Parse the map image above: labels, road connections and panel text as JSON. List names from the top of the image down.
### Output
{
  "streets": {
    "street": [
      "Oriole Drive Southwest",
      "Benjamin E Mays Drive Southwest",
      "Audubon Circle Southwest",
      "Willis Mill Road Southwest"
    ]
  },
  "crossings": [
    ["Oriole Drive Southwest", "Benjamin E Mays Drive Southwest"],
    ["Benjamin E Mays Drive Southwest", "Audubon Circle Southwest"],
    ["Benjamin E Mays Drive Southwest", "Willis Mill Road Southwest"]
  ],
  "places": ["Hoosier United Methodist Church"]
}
*-*-*
Print the material word for word, with nothing left out.

Parse the map image above: labels, road connections and panel text as JSON. List names from the top of the image down.
### Output
{
  "streets": {
    "street": [
      "Oriole Drive Southwest",
      "Benjamin E Mays Drive Southwest",
      "Audubon Circle Southwest",
      "Willis Mill Road Southwest"
    ]
  },
  "crossings": [
    ["Oriole Drive Southwest", "Benjamin E Mays Drive Southwest"],
    ["Benjamin E Mays Drive Southwest", "Audubon Circle Southwest"],
    ["Benjamin E Mays Drive Southwest", "Willis Mill Road Southwest"]
  ],
  "places": ["Hoosier United Methodist Church"]
}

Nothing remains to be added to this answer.